Inspectie zet mbo in het zonnetje: 'Hier zit echte bevlogenheid'
Het Nederlandse onderwijs glijdt af, waarschuwt de onderwijsinspectie vandaag in een rapport. Met de meeste onderwijsvormen gaat het niet goed. "Dat is uniek en reden tot zorg", vindt de inspectie.
De kritiek wordt niet door iedereen erkend. De VO-Raad, de vereniging van scholen in het voorgezet onderwijs, noemt de conclusies "eenzijdig en onterecht". De PO-Raad, de belangengroep van het basisonderwijs, vindt het oordeel "zorgelijk, maar niet verrassend".
Maar bij de MBO Raad klinkt een heel ander geluid. De inspectie is namelijk erg positief over het middelbaar beroepsonderwijs. Het niveau van de vmbo-leerlingen en mbo-studenten stijgt nog steeds en zij halen vaker een diploma op het hoogste niveau.
Mbo'ers bakken je brood, ze zorgen voor je als je ziek bent, ze repareren je auto.
"We zijn blij dat de inspectie positief is over het mbo. Vooral ook dat de inspectie wijst op de goede aansluiting van mbo'ers op de arbeidsmarkt", zegt Ton Heerts, voorzitter van de MBO Raad.
"Ruim 40 procent van de beroepsbevolking in Nederland heeft een mbo-diploma. Ze bakken je brood, ze zorgen voor je als je ziek bent, ze repareren je auto, ze leggen de straat. Dat lijkt allemaal heel vanzelfsprekend, maar komt door mbo'ers."
Dat het bij het mbo zo goed gaat, komt volgens Heerts ook door het actieplan Focus op Vakmanschap. "Dat heeft veel kwaliteitsverbetering opgeleverd. Verder is het mbo is ook steeds meer een netwerkorganisatie. Wij staan open voor invloeden van buiten, bijvoorbeeld voor ondernemers uit de regio".
Achterstanden
In het onderwijsrapport constateert de inspectie problemen bij basisschoolleerlingen in taal, rekenen, cultuureducatie, natuur en techniek, burgerschaps- en bewegingsonderwijs. Er komen zelfs leerlingen van school die niet goed kunnen lezen. Die achterstanden werken soms door tot aan het mbo. "Het is iets waar we vaker voor hebben gewaarschuwd. We moeten soms leerlingen bijscholen", zegt Heerts.

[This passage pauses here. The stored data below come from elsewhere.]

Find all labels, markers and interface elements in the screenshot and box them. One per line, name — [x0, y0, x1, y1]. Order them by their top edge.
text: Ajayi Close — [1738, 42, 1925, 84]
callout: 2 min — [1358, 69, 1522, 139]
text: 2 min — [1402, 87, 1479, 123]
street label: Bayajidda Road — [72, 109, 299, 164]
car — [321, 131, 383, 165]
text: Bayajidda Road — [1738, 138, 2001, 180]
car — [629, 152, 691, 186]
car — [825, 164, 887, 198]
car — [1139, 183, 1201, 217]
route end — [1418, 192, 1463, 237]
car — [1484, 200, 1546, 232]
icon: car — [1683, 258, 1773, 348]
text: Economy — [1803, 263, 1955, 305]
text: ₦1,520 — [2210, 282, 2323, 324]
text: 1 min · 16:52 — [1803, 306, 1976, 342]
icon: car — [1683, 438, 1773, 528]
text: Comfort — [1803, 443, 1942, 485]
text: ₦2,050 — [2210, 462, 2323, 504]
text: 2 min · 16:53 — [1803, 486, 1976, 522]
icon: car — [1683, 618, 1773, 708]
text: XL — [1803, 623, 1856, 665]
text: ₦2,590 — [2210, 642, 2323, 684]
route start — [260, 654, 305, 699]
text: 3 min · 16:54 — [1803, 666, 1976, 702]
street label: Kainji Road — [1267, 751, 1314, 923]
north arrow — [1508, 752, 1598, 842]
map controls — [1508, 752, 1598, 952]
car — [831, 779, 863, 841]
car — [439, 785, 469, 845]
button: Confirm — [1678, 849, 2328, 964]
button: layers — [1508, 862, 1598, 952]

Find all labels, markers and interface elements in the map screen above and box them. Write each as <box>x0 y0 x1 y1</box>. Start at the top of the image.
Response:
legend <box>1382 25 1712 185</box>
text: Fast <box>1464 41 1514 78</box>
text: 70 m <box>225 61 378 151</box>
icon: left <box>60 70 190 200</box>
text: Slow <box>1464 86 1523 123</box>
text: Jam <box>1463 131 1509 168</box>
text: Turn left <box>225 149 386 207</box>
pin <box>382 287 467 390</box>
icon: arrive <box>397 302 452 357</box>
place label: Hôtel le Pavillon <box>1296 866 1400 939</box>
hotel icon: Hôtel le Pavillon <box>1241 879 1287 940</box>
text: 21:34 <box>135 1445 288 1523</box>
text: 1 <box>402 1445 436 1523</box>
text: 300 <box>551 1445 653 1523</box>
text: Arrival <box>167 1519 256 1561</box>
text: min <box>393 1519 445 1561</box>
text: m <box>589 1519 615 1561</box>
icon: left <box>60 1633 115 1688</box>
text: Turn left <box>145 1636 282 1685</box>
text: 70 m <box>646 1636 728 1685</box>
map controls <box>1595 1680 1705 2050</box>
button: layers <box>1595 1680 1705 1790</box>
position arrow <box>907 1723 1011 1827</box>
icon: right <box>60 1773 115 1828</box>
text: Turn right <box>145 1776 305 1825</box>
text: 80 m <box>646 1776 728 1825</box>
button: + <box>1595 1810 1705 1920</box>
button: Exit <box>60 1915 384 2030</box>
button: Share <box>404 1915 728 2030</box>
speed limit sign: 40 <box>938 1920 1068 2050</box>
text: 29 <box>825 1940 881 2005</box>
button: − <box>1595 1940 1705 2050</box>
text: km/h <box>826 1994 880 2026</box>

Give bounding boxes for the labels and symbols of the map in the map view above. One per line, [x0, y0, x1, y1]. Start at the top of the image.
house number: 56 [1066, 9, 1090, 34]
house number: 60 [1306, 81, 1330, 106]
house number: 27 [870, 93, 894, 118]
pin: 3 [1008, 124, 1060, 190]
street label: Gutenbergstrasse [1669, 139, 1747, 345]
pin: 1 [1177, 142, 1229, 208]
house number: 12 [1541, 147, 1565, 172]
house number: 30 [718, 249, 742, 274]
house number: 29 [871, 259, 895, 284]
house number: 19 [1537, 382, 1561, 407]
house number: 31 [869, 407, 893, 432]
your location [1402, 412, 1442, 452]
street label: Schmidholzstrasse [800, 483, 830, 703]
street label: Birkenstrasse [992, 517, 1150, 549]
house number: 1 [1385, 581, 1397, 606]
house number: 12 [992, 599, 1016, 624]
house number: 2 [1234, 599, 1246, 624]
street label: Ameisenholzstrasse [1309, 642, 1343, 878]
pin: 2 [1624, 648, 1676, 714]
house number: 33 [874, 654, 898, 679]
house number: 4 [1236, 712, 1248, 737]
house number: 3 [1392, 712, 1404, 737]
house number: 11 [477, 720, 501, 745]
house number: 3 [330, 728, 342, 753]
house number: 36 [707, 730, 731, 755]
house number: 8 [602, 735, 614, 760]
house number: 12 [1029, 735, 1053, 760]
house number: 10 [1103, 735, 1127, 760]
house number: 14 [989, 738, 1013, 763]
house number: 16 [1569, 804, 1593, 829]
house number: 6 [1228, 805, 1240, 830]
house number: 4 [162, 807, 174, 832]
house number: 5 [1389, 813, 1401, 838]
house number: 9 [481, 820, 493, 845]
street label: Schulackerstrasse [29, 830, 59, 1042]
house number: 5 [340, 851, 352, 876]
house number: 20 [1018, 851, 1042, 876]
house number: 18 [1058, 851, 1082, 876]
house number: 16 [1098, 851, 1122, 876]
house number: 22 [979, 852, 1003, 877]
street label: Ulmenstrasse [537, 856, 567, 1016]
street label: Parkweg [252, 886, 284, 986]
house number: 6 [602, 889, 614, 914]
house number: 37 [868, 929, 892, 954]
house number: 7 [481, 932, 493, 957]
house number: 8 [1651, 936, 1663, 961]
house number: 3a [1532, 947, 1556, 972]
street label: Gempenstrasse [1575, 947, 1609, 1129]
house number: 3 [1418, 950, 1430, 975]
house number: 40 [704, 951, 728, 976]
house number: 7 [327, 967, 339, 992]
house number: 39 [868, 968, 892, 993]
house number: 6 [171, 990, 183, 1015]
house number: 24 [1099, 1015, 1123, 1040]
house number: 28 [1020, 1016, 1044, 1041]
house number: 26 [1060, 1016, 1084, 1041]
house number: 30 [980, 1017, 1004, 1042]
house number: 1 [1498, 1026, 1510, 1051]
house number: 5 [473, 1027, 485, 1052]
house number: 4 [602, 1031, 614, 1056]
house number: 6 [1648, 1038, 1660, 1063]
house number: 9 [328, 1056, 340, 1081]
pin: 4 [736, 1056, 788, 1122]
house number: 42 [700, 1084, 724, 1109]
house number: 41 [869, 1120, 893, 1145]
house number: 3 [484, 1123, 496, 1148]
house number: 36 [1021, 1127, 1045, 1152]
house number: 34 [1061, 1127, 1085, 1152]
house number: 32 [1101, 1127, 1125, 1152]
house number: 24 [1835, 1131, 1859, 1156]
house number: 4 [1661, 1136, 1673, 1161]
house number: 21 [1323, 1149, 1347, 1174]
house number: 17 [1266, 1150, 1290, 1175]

Dat leerlingen het mbo soms ingaan met een achterstand, maar eruit komen met een goede basis voor de arbeidsmarkt, ligt volgens Heerts ook aan de passie van de mbo-docenten. "Je ziet dit ook bij het voortgezet speciaal en praktijkonderwijs, de extra aandacht voor leerlingen werkt. Daar zit echte bevlogenheid."
Maar er blijven altijd verbetermogelijkheden. Loopbaanoriëntatie is een voorbeeld. "Het belang daarvan is groot. De opvatting van een leven lang ontwikkelen is redelijk nieuw, maar we zijn nog aan het ontdekken hoe het beter kan", zegt Heerts.
"Het rapport is positief over ons, maar natuurlijk wel een momentopname. Het mbo wil zich niet isoleren, de zorgen die leven bij de inspectie zijn ook mijn zorgen."